Achieving this change in culture requires more research, dissemination, training, development of tools and local adaptation. Research ought to focus on optimal methods to succeed in patient involvement in various kinds of decisions, since many aspects remain unexplored. The most important pitfalls must be addressed in supplementary training courses in communication, and provisions should be made for active workplace-based training and guidance. The knowledge base and capacity for guidance must be developed first, and it is therefore unrealistic to expect a quick improvement in this situation. The development of tools will take place in Norway as well as internationally. In this country it ought to be driven forward by relevant professional groups, and should most likely be coordinated by the Norwegian Knowledge Centre for the Health Services.

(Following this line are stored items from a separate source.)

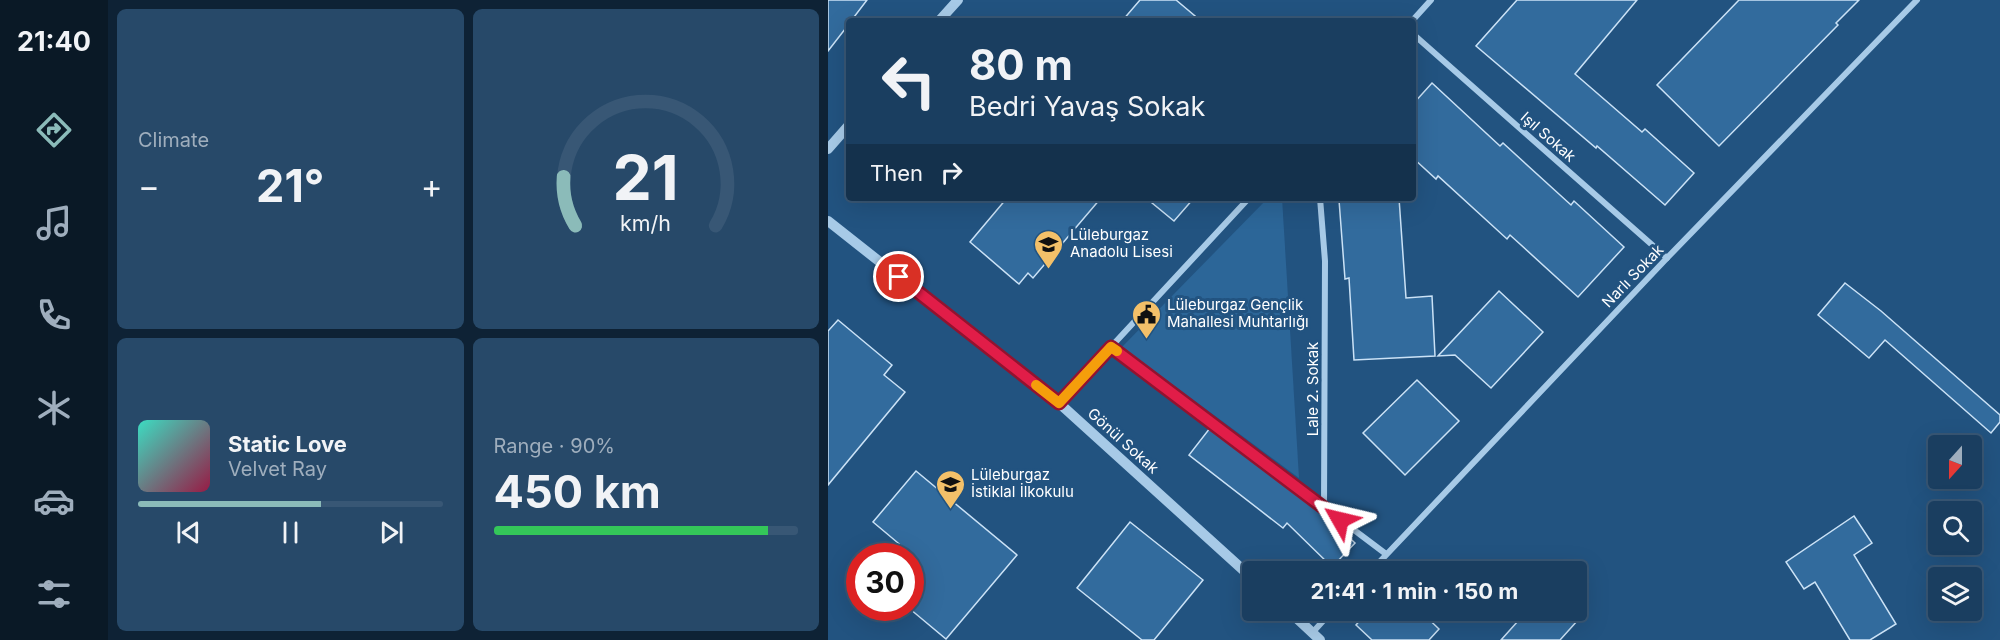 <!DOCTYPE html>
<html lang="en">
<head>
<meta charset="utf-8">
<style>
	body { margin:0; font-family:Inter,sans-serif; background:#274969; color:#f1f3f6; height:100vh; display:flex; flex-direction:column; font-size:22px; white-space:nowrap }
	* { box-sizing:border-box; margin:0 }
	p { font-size:20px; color:#9faebd }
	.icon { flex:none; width:33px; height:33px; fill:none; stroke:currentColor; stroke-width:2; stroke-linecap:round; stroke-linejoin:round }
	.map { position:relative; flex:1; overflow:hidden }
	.side { display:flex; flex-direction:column; gap:9px; padding:9px; background:#0e2235; width:720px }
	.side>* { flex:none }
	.top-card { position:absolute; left:18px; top:18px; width:570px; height:183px; border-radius:6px; box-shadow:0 6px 24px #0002,0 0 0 2px #385775; background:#1a3e60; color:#f1f3f6; overflow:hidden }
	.needle { width:39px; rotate:201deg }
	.fabs { position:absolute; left:1100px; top:435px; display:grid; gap:12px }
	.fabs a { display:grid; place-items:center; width:54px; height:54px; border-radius:6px; background:#1a3e60; box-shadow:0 6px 24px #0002,0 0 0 2px #385775; font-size:30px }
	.speed { position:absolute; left:18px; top:543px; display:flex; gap:12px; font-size:30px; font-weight:700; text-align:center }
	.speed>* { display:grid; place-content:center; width:78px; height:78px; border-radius:50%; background:#1a3e60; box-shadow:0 6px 24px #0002,0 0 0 2px #385775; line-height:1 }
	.speed .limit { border:9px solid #d22; background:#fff; color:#111 }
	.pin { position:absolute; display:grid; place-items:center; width:51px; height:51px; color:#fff; margin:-26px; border:3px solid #fff; border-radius:50%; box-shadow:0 2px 6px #0007 }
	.me { position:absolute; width:66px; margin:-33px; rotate:307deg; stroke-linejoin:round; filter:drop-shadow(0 0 4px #0008) }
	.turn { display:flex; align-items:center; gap:21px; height:126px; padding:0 24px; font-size:27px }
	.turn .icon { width:78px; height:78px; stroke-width:2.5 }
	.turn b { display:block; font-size:42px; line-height:51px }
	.then { display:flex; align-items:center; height:57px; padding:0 24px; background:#0003; gap:12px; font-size:22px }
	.big { font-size:45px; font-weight:700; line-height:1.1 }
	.side .tile { flex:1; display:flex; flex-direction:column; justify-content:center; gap:9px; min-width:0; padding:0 21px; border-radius:9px; background:#274969 }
	.side .dial { align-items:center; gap:0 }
	.dial svg { height:156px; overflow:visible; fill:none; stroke:#385775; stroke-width:7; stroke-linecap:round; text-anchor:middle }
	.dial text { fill:#f1f3f6; stroke:none }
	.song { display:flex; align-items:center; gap:18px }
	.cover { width:72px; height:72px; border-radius:9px; background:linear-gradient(135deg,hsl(170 70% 55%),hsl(340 70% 35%)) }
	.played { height:6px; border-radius:3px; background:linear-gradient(90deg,#8bbbb9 60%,#385775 60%) }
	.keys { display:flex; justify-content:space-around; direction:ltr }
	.heat { display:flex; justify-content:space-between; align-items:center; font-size:33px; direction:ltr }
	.charge { height:9px; border-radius:4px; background:linear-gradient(90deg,#34c759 90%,#385775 0) }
	.side .tiles { flex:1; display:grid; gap:9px; grid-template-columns:repeat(2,1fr) }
	.trip { position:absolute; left:414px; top:561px; width:345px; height:60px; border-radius:6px; background:#1a3e60; box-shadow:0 6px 24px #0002,0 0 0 2px #385775; font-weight:700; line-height:60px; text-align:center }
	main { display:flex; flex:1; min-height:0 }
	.menu { display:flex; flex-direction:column; width:108px; justify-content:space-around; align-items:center; background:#0a1926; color:#9faebd }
	.menu .icon { width:42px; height:42px }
	.menu .selected { color:#8bbbb9 }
	.menu b { font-size:27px; color:#f1f3f6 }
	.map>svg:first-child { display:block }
	.green { fill:#2c6698 }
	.building { fill:#326b9d; stroke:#cbe2f6; stroke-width:1.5 }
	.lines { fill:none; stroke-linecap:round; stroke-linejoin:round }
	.minor { stroke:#a7cae7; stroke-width:6 }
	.tertiary { stroke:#a7cae7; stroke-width:10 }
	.route-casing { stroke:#92132f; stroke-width:15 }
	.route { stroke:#e11d48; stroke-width:10 }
	.slow { stroke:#f59e0b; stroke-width:10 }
	.labels { text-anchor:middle; stroke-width:6; stroke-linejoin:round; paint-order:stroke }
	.street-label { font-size:15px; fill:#fff; stroke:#225380 }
	.poi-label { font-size:15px; fill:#fff; stroke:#225380; text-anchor:start }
</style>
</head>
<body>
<main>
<nav class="menu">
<b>21:40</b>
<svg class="icon selected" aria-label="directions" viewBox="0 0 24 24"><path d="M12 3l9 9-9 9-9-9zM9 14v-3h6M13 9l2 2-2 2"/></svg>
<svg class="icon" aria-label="music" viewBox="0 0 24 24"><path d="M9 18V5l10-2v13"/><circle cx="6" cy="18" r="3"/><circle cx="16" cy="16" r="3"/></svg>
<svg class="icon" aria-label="phone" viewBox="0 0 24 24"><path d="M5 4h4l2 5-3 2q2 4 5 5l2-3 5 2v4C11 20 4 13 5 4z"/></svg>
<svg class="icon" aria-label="climate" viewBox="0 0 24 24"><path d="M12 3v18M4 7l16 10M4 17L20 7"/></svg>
<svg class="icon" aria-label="car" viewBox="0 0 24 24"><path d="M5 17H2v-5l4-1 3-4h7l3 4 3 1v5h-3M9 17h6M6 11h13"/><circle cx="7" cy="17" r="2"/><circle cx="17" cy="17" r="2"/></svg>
<svg class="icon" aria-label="filters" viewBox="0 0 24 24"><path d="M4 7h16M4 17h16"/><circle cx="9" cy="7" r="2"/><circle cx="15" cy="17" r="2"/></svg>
</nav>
<section class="side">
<div class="tiles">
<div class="tile"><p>Climate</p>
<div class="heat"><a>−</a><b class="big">21°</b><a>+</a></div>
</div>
<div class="tile dial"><svg viewBox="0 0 100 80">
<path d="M14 69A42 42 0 1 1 86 69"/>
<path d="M14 69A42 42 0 0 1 8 44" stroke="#8bbbb9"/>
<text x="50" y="56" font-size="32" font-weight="700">21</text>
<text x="50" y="72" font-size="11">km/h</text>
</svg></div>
<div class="tile">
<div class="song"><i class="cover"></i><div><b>Static Love</b><p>Velvet Ray</p></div></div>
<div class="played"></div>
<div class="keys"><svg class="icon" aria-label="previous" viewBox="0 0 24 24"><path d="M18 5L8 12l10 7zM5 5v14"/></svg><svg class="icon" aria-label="pause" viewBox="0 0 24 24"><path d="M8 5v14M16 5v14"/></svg><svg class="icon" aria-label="next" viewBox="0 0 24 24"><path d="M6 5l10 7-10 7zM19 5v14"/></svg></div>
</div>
<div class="tile"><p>Range · 90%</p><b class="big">450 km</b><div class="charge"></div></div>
</div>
</section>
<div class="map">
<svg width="1172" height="640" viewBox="0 0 1172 640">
	<rect width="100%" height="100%" fill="#225380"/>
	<polygon class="green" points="440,198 454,198 471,478 294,347"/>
	<g class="building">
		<polygon points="0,0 39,0 23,21 21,21 21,24 0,51"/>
		<polygon points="312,0 348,0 373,21 294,21"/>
		<polygon points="689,0 809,0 747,74 814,132 817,129 866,173 837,205 769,146 768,148 648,46"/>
		<polygon points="911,0 1031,0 1008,23 1010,25 891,146 829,85"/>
		<polygon points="604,83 672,146 675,143 743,205 746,201 796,247 750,297 682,235 679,239 610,176 608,179 585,158 585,104"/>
		<polygon points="179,198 273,198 205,278 200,273 191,284 142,242"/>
		<polygon points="318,198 366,198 346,221"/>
		<polygon points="535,198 571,198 578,298 604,296 607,356 526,360 521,278 517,279 511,200"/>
		<polygon points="1017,283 1053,311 1172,415 1172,422 1163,433 1057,340 1041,358 990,315"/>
		<polygon points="671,291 715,332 663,388 627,355 610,356"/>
		<polygon points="10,320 64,365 56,375 77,392 0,485 0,331"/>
		<polygon points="589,380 631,421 577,475 535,433"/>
		<polygon points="382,428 504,521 527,543 504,567 459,523 455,528 361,455"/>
		<polygon points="88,471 189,555 118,639 82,609 82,553 45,522"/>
		<polygon points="1026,516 1044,543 1026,555 1068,624 1042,640 1022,640 987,582 976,589 958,562"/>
		<polygon points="302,522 375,580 326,640 314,640 249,588"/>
		<polygon points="541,610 591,610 611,629 601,640 544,640 528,625"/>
		<polygon points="700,610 759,610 732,640 673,640"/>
	</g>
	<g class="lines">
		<g class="minor">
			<polyline points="584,21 603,0"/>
			<polyline points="585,34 839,258"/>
			<polyline points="492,198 497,261 496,508"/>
			<polyline points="283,347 558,554"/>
			<polyline points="231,403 421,198"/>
			<polyline points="542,572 839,258 1089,0"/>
			<polyline points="485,632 505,610"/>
		</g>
		<g class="tertiary">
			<polyline points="111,21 130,0"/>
			<polyline points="0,149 21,125"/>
			<polyline points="0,221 231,403 424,578"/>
			<polyline points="460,610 492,640"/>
		</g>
	</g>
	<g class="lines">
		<defs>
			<polyline id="route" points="71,277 231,403 283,347 512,520"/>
		</defs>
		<use href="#route" class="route-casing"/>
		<use href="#route" class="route"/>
		<polyline class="slow" points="208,385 231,403 283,347 289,351"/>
	</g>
	<defs>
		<symbol id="school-pin" viewBox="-11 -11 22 30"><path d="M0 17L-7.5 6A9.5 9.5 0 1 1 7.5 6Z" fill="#f3c069" stroke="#225380"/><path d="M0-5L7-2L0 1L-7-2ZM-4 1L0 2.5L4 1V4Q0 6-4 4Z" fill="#111"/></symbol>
		<symbol id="civic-pin" viewBox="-11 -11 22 30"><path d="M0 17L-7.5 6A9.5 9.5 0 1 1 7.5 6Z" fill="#f3c069" stroke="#225380"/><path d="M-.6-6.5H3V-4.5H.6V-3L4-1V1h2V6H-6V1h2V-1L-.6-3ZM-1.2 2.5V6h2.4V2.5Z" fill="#111"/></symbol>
	</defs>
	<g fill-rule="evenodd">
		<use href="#school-pin" x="204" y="228" width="33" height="45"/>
		<use href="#civic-pin" x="302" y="298" width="33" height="45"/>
		<use href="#school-pin" x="106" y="468" width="33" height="45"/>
	</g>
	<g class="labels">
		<g class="street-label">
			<text transform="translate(720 137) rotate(41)" y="5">Işıl Sokak</text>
			<text transform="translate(805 276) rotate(-46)" y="5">Narlı Sokak</text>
			<text transform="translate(485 389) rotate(-90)" y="5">Lale 2. Sokak</text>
			<text transform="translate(295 441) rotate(42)" y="5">Gönül Sokak</text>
		</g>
		<g class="poi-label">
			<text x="242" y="240">Lüleburgaz<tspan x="242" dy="17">Anadolu Lisesi</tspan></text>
			<text x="339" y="310">Lüleburgaz Gençlik<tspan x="339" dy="17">Mahallesi Muhtarlığı</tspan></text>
			<text x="143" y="480">Lüleburgaz<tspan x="143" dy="17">İstiklal İlkokulu</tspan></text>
		</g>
	</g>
</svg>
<div class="fabs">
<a><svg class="needle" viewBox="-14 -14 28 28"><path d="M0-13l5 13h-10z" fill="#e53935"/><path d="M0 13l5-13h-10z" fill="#9faebd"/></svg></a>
<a><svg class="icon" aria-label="search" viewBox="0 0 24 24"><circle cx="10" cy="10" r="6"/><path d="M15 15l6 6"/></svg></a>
<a><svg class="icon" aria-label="layers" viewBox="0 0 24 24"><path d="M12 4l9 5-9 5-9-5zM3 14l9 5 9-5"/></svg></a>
</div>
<div class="speed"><div class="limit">30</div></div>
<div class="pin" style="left:71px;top:277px;background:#d93025"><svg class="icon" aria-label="arrive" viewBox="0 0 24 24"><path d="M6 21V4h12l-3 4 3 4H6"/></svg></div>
<svg class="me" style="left:512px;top:520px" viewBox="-20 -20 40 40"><path d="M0-17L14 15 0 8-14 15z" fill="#e11d48" stroke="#fff" stroke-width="4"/></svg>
<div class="trip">21:41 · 1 min · 150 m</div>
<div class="top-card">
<div class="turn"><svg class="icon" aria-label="left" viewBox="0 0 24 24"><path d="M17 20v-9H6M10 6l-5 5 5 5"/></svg><div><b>80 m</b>Bedri Yavaş Sokak</div></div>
<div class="then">Then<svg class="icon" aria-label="right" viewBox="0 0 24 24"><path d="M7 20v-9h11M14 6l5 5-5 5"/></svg></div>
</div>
</div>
</main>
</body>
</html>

Local adaptation will be necessary due to the variations in organisation and availability of treatment options. There is also a need for discussions between professionals and user representatives at regular intervals regarding the information that should be given priority for transferring to patients for major decisions in each field. These efforts to build a culture must be pursued by each health enterprise, in order to ensure that the information is relevant in the catchment area in question, as well as to keep attention focused on shared decision-making as a key function in the health services. At some point in the future, doctors will hopefully associate their professional identity as strongly with their mastery of this art as with their ability to handle a scalpel and stay informed about the knowledge base in their field.